There have been a lot of big changes in travel between Germany and the UK since the end of the Brexit transition period, but now the UK has introduced another - a new sticker requirement for British drivers.

UK introduces a new car sticker requirement for driving in Germany
Photo: Denis Charlet/AFP

If you intend to drive your British vehicle in Germany – or anywhere else in the EU – you will now need a “UK” sticker on your car.

This replaces the GB sticker or magnet that was previously needed when driving abroad, and the UK government guidance states: “If you have a GB sticker, cover or remove it.”

The new rule will come into effect on September 28th, 2021 for British registered cars driving in the EU, with the exception of Ireland, which does not require a sticker or magnet.

SEE ALSO: Candidate barred from standing in German local election challenges removal of Brits’ EU rights

The UK government specifies: “You will need to display a UK sticker clearly on the rear of your vehicle if your number plate has any of the following:

  • a GB identifier with the Union flag (also known as the Union Jack)
  • a Euro symbol
  • a national flag of England, Scotland or Wales
  • numbers and letters only – no flag or identifier

“If your number plate includes the UK identifier with the Union flag (also known as the Union Jack), you do not need a UK sticker.

“If you’re in Spain, Cyprus or Malta, you must display a UK sticker no matter what is on your number plate.”

A screenshot of the UK government’s webpage on number plates.

The British government has also registered UK – rather than GB – as its new international symbol for traffic.

The UN said it had received “a notification stating that the United Kingdom is changing the distinguishing sign that it had previously selected for display in international traffic on vehicles registered in the United Kingdom, from ‘GB’ to ‘UK’”.

A spokesman for the British Department for Transport said: “Changing the national identifier from GB to UK symbolises our unity as a nation and is part of a wider move towards using the UK signifier across government.

“GB number plates will still be valid within the EU as long as drivers display a UK sticker on the rear of their vehicle.”

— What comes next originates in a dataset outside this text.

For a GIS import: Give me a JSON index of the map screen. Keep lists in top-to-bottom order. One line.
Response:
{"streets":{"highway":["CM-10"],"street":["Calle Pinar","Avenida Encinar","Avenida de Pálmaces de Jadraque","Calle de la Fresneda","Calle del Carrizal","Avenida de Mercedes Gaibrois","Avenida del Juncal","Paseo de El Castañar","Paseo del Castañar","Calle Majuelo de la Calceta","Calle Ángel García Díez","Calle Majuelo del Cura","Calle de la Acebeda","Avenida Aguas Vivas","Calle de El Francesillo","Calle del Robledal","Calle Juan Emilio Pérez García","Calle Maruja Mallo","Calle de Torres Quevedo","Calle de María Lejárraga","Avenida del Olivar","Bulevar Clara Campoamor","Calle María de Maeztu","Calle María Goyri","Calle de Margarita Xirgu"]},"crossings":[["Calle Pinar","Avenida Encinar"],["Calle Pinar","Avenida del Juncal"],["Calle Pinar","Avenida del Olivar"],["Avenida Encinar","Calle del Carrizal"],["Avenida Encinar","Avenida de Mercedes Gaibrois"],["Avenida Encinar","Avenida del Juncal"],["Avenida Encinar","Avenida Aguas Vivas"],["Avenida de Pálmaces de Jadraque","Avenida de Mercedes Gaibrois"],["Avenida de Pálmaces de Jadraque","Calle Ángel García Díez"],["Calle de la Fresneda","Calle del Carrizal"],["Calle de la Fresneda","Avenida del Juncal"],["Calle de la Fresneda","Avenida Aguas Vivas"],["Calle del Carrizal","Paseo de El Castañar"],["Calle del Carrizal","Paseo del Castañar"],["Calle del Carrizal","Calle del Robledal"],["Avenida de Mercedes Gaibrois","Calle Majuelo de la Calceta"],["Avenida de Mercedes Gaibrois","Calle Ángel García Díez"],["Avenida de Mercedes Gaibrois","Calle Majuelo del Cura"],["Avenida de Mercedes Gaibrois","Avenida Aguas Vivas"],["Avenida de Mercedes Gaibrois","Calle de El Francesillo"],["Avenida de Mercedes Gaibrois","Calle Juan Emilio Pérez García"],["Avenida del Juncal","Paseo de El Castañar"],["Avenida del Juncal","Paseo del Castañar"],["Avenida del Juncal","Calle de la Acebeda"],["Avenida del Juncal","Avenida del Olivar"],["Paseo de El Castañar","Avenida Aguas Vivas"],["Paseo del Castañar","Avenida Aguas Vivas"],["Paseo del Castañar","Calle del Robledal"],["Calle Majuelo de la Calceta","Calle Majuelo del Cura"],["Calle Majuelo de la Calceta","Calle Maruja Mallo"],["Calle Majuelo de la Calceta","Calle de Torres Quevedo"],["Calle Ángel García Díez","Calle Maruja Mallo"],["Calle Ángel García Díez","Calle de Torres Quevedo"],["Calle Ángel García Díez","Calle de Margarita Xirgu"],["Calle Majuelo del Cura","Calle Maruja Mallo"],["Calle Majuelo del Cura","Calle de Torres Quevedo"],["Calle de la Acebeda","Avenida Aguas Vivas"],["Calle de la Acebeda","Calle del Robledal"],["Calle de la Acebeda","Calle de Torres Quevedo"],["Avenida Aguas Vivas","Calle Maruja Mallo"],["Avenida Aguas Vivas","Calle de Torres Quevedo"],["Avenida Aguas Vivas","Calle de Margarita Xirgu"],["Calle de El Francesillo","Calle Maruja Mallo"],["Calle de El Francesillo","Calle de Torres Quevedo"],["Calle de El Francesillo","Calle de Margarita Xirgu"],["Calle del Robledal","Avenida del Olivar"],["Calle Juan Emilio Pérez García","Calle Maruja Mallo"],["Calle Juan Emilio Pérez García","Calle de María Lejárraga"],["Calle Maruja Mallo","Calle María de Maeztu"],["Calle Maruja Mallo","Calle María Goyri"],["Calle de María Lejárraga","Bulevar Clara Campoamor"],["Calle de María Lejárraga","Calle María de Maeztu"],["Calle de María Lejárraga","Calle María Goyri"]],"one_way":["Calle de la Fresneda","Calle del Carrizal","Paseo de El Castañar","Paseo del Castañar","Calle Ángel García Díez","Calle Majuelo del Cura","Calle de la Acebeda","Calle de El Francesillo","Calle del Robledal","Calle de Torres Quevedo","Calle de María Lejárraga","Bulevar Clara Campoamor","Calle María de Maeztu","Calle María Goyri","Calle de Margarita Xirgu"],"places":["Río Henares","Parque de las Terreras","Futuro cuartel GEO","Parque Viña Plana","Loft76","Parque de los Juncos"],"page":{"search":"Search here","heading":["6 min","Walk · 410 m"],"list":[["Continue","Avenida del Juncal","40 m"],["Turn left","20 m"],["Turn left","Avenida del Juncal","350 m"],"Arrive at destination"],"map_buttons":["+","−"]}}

The difference between Great Britain and the UK is the inclusion of Northern Ireland – GB refers only to England, Scotland and Wales while UK is England, Scotland, Wales and Northern Ireland.

The new UK stickers will be available online, and in post offices and garages for around £1.50 (€1.75).

Clearly displaying the country of origin of your vehicle is an international requirement and if you are stopped by German police without one you can be issued with an on-the-spot fine (although it’s unclear how bothered German police will be about the intricacies of UK v GB).

Drivers coming to Germany from the UK also need to remember that German law states that all motorists must carry with them an emergency triangle and a high-vis flourescent vest.

Other changes

While most people are unlikely to be losing much sleep over a sticker, there are some other bigger changes that Brexit has ushered in.

Driving to Germany does not require any extra paperwork, motorists who are only visiting can continue to drive on their UK licence and the insurance Green Card is no longer required.

You must, however, make sure that your UK passport has at least six months left to run.

Pets can no longer use the European Pet Passport and instead need an Animal Health Certificate, which must be renewed before each trip.

Meanwhile UK nationals who are resident in Germany need to show their visa or residency card along with their passport every time they enter or leave the country, to avoid having their passport stamped as a visitor.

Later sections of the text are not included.